Brief: Using the listing below, copy exactly the lines from the one containing "c.font = font" to the one containing "M104,577L120,575L126,569", both lines included, and no others.

Supplied records:
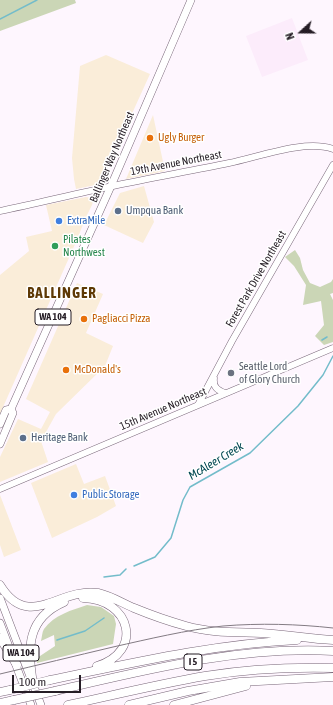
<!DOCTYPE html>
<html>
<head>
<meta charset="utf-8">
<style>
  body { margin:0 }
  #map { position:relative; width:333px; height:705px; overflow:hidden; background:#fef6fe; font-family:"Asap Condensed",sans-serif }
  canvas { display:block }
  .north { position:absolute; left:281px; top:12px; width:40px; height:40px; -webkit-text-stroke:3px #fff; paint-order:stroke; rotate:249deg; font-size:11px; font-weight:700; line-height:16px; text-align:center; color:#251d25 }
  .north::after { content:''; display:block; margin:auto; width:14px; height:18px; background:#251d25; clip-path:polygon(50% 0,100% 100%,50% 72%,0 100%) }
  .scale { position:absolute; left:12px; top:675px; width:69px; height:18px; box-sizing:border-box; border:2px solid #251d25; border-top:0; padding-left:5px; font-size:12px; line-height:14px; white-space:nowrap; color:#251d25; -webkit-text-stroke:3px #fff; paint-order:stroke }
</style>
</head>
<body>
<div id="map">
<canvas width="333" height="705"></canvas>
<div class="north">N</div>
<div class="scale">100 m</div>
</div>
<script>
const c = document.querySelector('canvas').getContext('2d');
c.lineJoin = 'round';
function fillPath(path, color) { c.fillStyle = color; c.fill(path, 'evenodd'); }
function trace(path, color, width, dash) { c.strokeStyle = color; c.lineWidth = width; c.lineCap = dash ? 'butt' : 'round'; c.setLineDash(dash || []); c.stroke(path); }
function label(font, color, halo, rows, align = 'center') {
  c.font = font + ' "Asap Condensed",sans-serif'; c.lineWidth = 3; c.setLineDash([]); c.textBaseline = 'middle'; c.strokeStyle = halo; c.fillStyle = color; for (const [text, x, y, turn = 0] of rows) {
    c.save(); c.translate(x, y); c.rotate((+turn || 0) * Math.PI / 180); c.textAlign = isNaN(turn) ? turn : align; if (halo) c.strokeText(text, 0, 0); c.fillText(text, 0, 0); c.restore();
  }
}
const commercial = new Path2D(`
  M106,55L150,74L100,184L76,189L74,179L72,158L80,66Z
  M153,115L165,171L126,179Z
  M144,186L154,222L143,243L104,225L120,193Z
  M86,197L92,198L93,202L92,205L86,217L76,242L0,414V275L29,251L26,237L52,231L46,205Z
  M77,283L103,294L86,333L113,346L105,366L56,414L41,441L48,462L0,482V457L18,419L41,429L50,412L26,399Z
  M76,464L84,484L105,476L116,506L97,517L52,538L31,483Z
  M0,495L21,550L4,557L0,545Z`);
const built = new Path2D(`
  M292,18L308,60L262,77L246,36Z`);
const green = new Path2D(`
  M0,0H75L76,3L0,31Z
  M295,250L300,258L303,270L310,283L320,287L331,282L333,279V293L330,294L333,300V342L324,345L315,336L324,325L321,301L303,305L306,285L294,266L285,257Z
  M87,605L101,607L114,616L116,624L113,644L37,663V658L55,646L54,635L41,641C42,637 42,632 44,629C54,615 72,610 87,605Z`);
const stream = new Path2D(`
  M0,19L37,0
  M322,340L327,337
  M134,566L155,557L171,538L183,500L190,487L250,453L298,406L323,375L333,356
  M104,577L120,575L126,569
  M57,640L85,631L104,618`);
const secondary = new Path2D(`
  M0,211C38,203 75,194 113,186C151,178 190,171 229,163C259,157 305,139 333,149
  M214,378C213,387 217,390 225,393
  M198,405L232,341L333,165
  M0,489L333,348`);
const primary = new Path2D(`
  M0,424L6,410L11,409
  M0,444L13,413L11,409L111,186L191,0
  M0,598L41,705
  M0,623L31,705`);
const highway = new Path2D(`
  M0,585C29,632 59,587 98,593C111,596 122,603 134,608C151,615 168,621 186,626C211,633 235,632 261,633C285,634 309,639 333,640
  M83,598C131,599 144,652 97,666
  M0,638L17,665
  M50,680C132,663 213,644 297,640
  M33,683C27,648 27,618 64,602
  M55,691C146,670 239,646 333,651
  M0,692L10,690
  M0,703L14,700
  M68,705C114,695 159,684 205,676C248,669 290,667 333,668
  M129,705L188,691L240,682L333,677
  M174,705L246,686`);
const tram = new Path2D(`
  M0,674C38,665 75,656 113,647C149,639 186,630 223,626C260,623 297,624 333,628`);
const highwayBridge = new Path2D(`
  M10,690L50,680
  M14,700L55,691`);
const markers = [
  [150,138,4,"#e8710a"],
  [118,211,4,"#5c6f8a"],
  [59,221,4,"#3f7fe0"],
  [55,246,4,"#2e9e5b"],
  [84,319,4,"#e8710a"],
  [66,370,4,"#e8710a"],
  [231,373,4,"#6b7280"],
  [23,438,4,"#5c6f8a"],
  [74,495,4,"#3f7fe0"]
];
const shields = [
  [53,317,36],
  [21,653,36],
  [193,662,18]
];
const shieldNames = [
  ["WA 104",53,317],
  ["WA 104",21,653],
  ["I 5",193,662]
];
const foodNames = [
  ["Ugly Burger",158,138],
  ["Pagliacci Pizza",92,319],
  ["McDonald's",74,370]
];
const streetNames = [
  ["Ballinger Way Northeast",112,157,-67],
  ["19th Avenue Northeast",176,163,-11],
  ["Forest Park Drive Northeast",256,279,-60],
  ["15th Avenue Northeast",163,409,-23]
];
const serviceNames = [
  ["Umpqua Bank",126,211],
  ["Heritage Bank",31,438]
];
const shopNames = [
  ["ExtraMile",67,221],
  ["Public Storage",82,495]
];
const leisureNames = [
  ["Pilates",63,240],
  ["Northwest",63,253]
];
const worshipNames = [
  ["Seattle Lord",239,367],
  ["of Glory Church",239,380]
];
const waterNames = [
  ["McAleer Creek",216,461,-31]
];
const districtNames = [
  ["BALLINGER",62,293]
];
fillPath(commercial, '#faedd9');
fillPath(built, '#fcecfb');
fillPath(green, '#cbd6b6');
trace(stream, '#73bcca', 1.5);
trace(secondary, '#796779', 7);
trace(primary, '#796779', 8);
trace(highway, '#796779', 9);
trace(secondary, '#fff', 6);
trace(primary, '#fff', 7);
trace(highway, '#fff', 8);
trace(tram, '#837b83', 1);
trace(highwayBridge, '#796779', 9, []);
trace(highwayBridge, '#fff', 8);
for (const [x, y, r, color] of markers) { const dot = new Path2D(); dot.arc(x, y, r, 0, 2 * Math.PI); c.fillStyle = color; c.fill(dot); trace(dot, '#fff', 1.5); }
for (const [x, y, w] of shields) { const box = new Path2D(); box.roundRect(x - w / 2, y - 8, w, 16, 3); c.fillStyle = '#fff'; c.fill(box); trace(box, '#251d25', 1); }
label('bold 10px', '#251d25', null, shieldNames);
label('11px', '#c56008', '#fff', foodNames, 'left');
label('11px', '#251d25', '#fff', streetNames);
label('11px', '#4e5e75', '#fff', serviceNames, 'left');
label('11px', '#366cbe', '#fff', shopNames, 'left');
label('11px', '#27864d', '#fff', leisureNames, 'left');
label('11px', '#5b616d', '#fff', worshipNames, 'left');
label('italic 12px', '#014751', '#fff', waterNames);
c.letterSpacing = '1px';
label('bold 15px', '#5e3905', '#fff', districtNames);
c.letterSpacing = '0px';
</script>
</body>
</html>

Answer:
  c.font = font + ' "Asap Condensed",sans-serif'; c.lineWidth = 3; c.setLineDash([]); c.textBaseline = 'middle'; c.strokeStyle = halo; c.fillStyle = color; for (const [text, x, y, turn = 0] of rows) {
    c.save(); c.translate(x, y); c.rotate((+turn || 0) * Math.PI / 180); c.textAlign = isNaN(turn) ? turn : align; if (halo) c.strokeText(text, 0, 0); c.fillText(text, 0, 0); c.restore();
  }
}
const commercial = new Path2D(`
  M106,55L150,74L100,184L76,189L74,179L72,158L80,66Z
  M153,115L165,171L126,179Z
  M144,186L154,222L143,243L104,225L120,193Z
  M86,197L92,198L93,202L92,205L86,217L76,242L0,414V275L29,251L26,237L52,231L46,205Z
  M77,283L103,294L86,333L113,346L105,366L56,414L41,441L48,462L0,482V457L18,419L41,429L50,412L26,399Z
  M76,464L84,484L105,476L116,506L97,517L52,538L31,483Z
  M0,495L21,550L4,557L0,545Z`);
const built = new Path2D(`
  M292,18L308,60L262,77L246,36Z`);
const green = new Path2D(`
  M0,0H75L76,3L0,31Z
  M295,250L300,258L303,270L310,283L320,287L331,282L333,279V293L330,294L333,300V342L324,345L315,336L324,325L321,301L303,305L306,285L294,266L285,257Z
  M87,605L101,607L114,616L116,624L113,644L37,663V658L55,646L54,635L41,641C42,637 42,632 44,629C54,615 72,610 87,605Z`);
const stream = new Path2D(`
  M0,19L37,0
  M322,340L327,337
  M134,566L155,557L171,538L183,500L190,487L250,453L298,406L323,375L333,356
  M104,577L120,575L126,569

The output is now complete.